To prevent classes from being slashed due to a lack of instructors, some foreign language courses are now being taught in English – with an optional language component.
Some classes in the Romance, German and Slavic language and literature department will give an optional language credit to students if they submit assignments in the targeted foreign language, but the classes will otherwise be conducted in English. Faculty in the department said the classes, known as hybrid courses, would encourage more students to register for them and would decrease the load on individual professors after several classes were canceled last academic year over a lack of instructors.
Richard Robin, the director of Russian language and the department’s chair, said the new courses were one way the department is trying to prevent having classes that are too empty or too full. The department also expanded its most popular course offerings to accommodate student interest in introductory courses and opened up higher-level courses to other majors this academic year, he said.
“No one can expect an undergraduate division to hold onto every course where only six people show up. But we don’t want to have 20-person language courses either,” Robin said. “I believe that we are slowly moving towards an accommodation where everyone can be satisfied.”
In hybrid courses, students can get an extra credit hour and fulfill a foreign language requirement if they submit more advanced assignments entirely in a foreign language, but some students can take the class without the language component and wouldn’t need to know any other language besides English to take the course, faculty said.
Robin said the department has often struggled to get enough students to enroll in courses, leading to canceled sections and forcing students to either join much larger classes with less individual instruction or seek enrollment through the consortium, which allows students to take courses at nearby schools like Georgetown or American universities.
Last fall, 16 of the language courses within the department of romance, German and Slavic language and literature were canceled including at least seven Spanish classes that were eliminated because of a lack of instructors.

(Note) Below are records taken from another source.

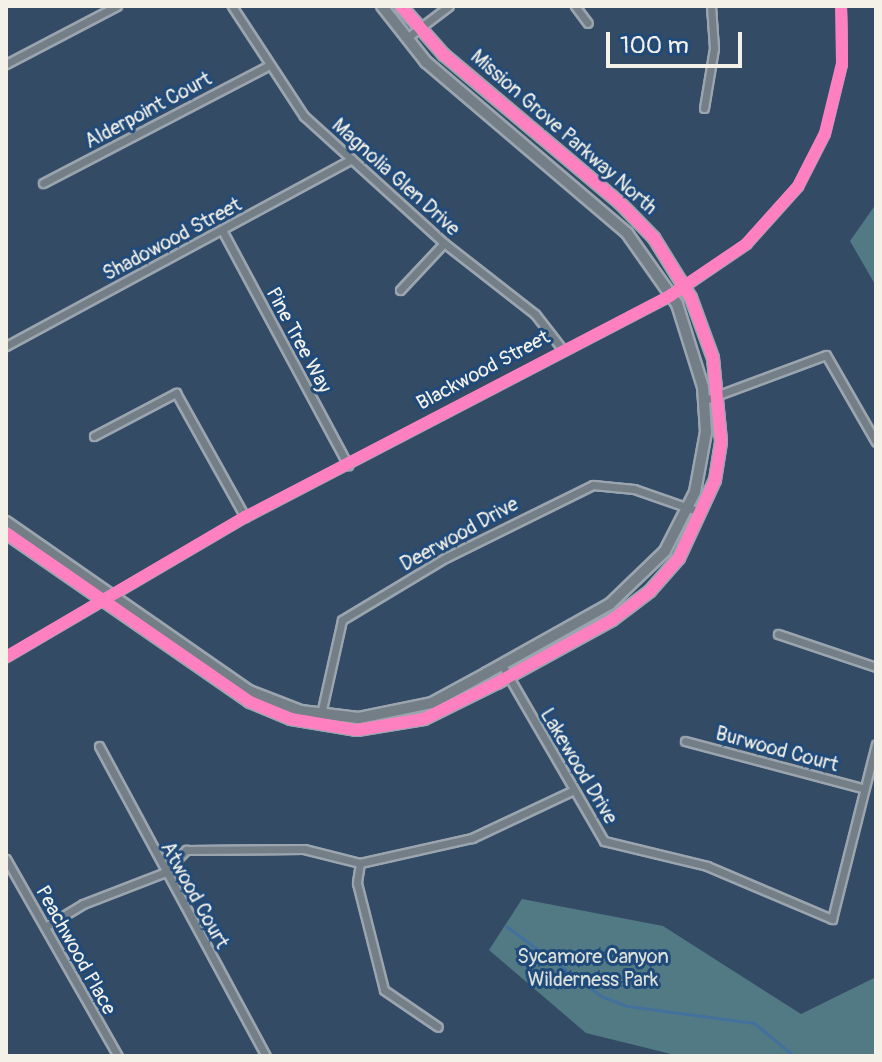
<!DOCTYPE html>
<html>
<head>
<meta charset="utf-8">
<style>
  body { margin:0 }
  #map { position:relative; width:882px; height:1062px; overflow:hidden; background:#344b65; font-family:Pangolin,sans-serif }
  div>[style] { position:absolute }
  .green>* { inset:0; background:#517a84 }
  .stream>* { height:3px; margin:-1.5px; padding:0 1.5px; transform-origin:1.5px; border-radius:1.5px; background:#43719d }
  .roads { filter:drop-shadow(2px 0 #9ba5af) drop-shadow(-2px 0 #9ba5af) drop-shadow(0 2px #9ba5af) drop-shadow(0 -2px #9ba5af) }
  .street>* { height:7px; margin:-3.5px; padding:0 3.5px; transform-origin:3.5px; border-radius:3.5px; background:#737e87 }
  .secondary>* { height:10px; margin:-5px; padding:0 5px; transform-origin:5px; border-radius:5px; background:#737e87 }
  .cycleway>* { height:12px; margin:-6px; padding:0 6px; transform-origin:6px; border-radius:6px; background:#ff80c0 }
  span { translate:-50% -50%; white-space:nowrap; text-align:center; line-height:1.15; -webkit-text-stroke:6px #1f4a7a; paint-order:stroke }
  .street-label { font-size:20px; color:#f4f1e8 }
  .park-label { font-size:20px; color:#dce0da }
  .frame { position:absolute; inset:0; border:8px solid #f4f1e8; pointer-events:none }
  .scale { position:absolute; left:606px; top:32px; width:136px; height:36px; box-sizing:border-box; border:4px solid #f4f1e8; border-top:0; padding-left:10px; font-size:24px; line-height:28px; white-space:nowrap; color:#f4f1e8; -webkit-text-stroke:6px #1f4a7a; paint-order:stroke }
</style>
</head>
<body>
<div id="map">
  <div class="green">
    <i style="clip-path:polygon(876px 204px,876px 286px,850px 241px)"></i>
    <i style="clip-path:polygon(522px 899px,663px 926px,801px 1014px,876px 977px,876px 1056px,679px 1056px,586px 1033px,489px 950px)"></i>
  </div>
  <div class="stream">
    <i style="left:506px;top:926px;width:118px;rotate:36.4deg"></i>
    <i style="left:601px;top:996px;width:28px;rotate:21deg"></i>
    <i style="left:627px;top:1006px;width:128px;rotate:7.6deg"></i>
    <i style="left:754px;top:1023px;width:52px;rotate:39.5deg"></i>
  </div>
  <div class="roads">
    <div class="street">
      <i style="left:232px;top:6px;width:131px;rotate:56.8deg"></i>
      <i style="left:304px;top:116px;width:189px;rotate:42.2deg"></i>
      <i style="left:444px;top:243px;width:115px;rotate:38deg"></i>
      <i style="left:535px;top:314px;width:46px;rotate:52.1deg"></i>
      <i style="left:575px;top:6px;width:21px;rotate:53deg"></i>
      <i style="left:408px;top:37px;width:51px;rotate:-37.1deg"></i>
      <i style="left:6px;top:64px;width:125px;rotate:-27.6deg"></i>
      <i style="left:704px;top:108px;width:61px;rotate:-80.5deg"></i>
      <i style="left:714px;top:48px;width:42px;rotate:-94.1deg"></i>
      <i style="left:43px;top:183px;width:254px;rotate:-27.5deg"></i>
      <i style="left:222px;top:230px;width:267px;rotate:61.8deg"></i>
      <i style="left:400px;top:290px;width:64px;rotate:-46.9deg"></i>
      <i style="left:6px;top:346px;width:393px;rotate:-28.4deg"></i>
      <i style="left:705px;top:400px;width:129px;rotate:-20.4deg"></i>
      <i style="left:826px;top:355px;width:100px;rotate:60.1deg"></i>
      <i style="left:94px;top:436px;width:93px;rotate:-27.7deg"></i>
      <i style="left:176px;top:393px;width:142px;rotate:60.9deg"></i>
      <i style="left:778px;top:634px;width:103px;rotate:18.6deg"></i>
      <i style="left:6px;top:657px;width:277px;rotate:-30.4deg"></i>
      <i style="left:245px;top:517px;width:480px;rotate:-27.5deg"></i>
      <i style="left:671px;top:295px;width:91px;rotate:-34.2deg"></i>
      <i style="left:746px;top:244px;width:78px;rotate:-48.1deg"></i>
      <i style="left:798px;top:186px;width:59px;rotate:-63deg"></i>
      <i style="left:825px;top:133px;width:72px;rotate:-76.3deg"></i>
      <i style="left:842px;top:63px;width:57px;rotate:-91deg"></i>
      <i style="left:502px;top:665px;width:203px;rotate:59.9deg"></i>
      <i style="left:604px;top:841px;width:106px;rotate:13.6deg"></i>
      <i style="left:707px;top:866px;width:136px;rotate:23deg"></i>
      <i style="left:832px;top:919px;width:180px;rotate:-75.9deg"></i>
      <i style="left:321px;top:714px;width:96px;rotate:-77.4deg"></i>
      <i style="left:342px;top:620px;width:122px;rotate:-31deg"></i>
      <i style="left:447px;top:557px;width:163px;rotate:-26.3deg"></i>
      <i style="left:593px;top:485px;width:41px;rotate:5.6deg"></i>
      <i style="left:634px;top:489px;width:70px;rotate:19.2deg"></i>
      <i style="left:685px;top:741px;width:183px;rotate:14.9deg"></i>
      <i style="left:99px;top:746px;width:352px;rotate:61.7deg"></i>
      <i style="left:6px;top:859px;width:227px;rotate:60.4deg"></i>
      <i style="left:360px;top:863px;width:20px;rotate:99deg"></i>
      <i style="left:357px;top:883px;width:110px;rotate:75.8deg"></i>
      <i style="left:384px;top:990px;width:65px;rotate:34.4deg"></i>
      <i style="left:45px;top:927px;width:44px;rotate:-31.2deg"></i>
      <i style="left:83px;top:904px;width:86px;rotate:-21.2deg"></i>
      <i style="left:163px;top:873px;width:33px;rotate:-45deg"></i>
      <i style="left:186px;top:850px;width:118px;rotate:-0.5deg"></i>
      <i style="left:304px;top:849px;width:58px;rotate:14deg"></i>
      <i style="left:360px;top:863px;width:115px;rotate:-12.6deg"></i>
      <i style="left:472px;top:838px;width:110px;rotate:-25.2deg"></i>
    </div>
    <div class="secondary">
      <i style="left:6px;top:522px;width:296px;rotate:34.8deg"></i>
      <i style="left:249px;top:691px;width:56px;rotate:21deg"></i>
      <i style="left:301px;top:711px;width:58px;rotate:6.9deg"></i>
      <i style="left:359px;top:718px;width:75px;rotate:-11.6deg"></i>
      <i style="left:432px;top:703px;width:63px;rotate:-28.6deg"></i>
      <i style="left:487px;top:673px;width:141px;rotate:-29.3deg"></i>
      <i style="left:610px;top:604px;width:76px;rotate:-43.9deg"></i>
      <i style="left:665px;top:551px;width:66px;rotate:-63deg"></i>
      <i style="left:695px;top:492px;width:61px;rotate:-79.6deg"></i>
      <i style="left:706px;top:432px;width:45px;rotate:-93.8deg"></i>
      <i style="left:703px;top:387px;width:87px;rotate:-107.4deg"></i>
      <i style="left:677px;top:304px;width:87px;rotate:-125.2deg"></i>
      <i style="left:627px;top:233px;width:264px;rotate:-139.6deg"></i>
      <i style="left:426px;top:62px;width:71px;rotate:-128.2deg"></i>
      <i style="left:6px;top:533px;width:297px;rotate:34.7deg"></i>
      <i style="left:250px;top:702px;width:44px;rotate:22.5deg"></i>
      <i style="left:291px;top:719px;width:67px;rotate:9.5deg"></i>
      <i style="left:357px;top:730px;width:68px;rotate:-9.3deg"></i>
      <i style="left:424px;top:719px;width:81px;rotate:-26.3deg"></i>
      <i style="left:497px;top:683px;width:131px;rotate:-28.7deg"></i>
      <i style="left:612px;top:620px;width:48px;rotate:-37.3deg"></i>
      <i style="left:650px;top:591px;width:44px;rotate:-48.7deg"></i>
      <i style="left:679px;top:558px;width:86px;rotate:-65.2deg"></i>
      <i style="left:715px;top:480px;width:39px;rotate:-81deg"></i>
      <i style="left:721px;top:441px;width:83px;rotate:-95.5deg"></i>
      <i style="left:713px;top:358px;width:64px;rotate:-110.1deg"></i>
      <i style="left:691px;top:298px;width:70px;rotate:-121.7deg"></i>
      <i style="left:654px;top:238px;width:49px;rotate:-134.2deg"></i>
      <i style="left:620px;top:203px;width:230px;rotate:-139.9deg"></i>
      <i style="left:444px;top:55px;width:65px;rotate:-131.3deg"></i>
    </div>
  </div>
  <div class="cycleway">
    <i style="left:6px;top:533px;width:297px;rotate:34.7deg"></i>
    <i style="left:250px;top:702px;width:44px;rotate:22.5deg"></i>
    <i style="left:291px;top:719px;width:67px;rotate:9.5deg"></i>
    <i style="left:357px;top:730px;width:68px;rotate:-9.3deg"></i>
    <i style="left:424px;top:719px;width:81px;rotate:-26.3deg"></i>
    <i style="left:497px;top:683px;width:131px;rotate:-28.7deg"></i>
    <i style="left:612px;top:620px;width:48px;rotate:-37.3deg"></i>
    <i style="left:650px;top:591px;width:44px;rotate:-48.7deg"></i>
    <i style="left:679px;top:558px;width:86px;rotate:-65.2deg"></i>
    <i style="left:715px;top:480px;width:39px;rotate:-81deg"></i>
    <i style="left:721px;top:441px;width:83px;rotate:-95.5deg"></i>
    <i style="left:713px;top:358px;width:64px;rotate:-110.1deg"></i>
    <i style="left:691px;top:298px;width:70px;rotate:-121.7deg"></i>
    <i style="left:654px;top:238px;width:49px;rotate:-134.2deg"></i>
    <i style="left:620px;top:203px;width:230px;rotate:-139.9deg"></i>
    <i style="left:444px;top:55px;width:65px;rotate:-131.3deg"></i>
    <i style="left:6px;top:657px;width:277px;rotate:-30.4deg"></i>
    <i style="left:245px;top:517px;width:480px;rotate:-27.5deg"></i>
    <i style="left:671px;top:295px;width:91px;rotate:-34.2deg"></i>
    <i style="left:746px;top:244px;width:78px;rotate:-48.1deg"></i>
    <i style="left:798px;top:186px;width:59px;rotate:-63deg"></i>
    <i style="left:825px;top:133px;width:72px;rotate:-76.3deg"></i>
    <i style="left:842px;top:63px;width:57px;rotate:-91deg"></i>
  </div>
  <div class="street-label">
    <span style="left:148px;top:110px;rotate:-28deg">Alderpoint Court</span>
    <span style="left:564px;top:132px;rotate:41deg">Mission Grove Parkway North</span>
    <span style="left:396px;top:177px;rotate:42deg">Magnolia Glen Drive</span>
    <span style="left:172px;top:239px;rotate:-28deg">Shadowood Street</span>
    <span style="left:299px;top:340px;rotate:62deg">Pine Tree Way</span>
    <span style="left:483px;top:370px;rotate:-28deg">Blackwood Street</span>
    <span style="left:459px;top:534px;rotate:-29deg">Deerwood Drive</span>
    <span style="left:777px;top:749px;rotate:15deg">Burwood Court</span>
    <span style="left:579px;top:766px;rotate:59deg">Lakewood Drive</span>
    <span style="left:195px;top:895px;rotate:61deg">Atwood Court</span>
    <span style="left:76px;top:950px;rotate:61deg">Peachwood Place</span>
  </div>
  <div class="park-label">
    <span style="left:593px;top:968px">Sycamore Canyon<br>Wilderness Park</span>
  </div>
  <div class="frame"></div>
  <div class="scale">100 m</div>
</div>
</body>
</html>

This fall, fewer sections were scheduled than in past years and at least 11 classes across all six languages offered in the department were cut, according to the schedule of classes. In both years, Spanish courses had the highest number of cancellations.
Robin said the department is also facing staffing challenges because of the high demand of students from the Elliott School of International Affairs who need to fulfill language requirements for their majors. To meet the demand, the department was forced to hire part-time faculty for teaching-only positions, which has led to concerns that faculty won’t be able to do their own research.
“For any academic department, scholarship is lifeblood,” he said. “But when a school goes through less than glowing economic times and class coverage becomes an issue, a dean is more likely to hire more teachers to do more teaching, not more scholars to teach relatively few students.”
Robin said the hybrid courses could allow the department to hire more full-time faculty who will both teach and conduct research. He said the courses would appeal to all students, even those not pursuing a language.
Integrating these new classes into the five language programs within the department is still under development, but some professors have already begun to transition some of their courses to align with the new model.
Mary Stein, an associate professor of German and international affairs, said her German Film class would follow the hybrid model this academic year. Other film classes in the department, such as a French Cinema class, have also periodically been offered in English in years past and the extra credit opportunity will be an expansion of that model.
“The University is really cracking down on courses that are underenrolled, under 10 students,” Stein said. “I think it’s University-wide but it’s affected smaller programs like ours.”
Stein said the German-language course From Romanticism to Realism would be offered for the first time in English next semester. But teaching upper-level language courses in English could hamper the education the department is able to offer to students, she said.
“It’s really unfortunate that the University is instituting this policy because it’s going to weaken our major,” she said, referring to replacing cancelled upper-level German courses with classes that would be primarily in English. “It’s a question of how to sustain the majors in small programs when we have our disciplinary expectations and what we want to say students should be able to do at the end of four years of German language study.”
She said the courses are designed to appeal both to foreign language students struggling to find replacements for canceled classes or to students from other majors, like English who are looking to fulfill a language requirement.
“When it comes time to cancel an upper-level literature course we can say, ‘look, we’re serving these larger student bodies in these ways,’” she said. “That’s our hope, at least.”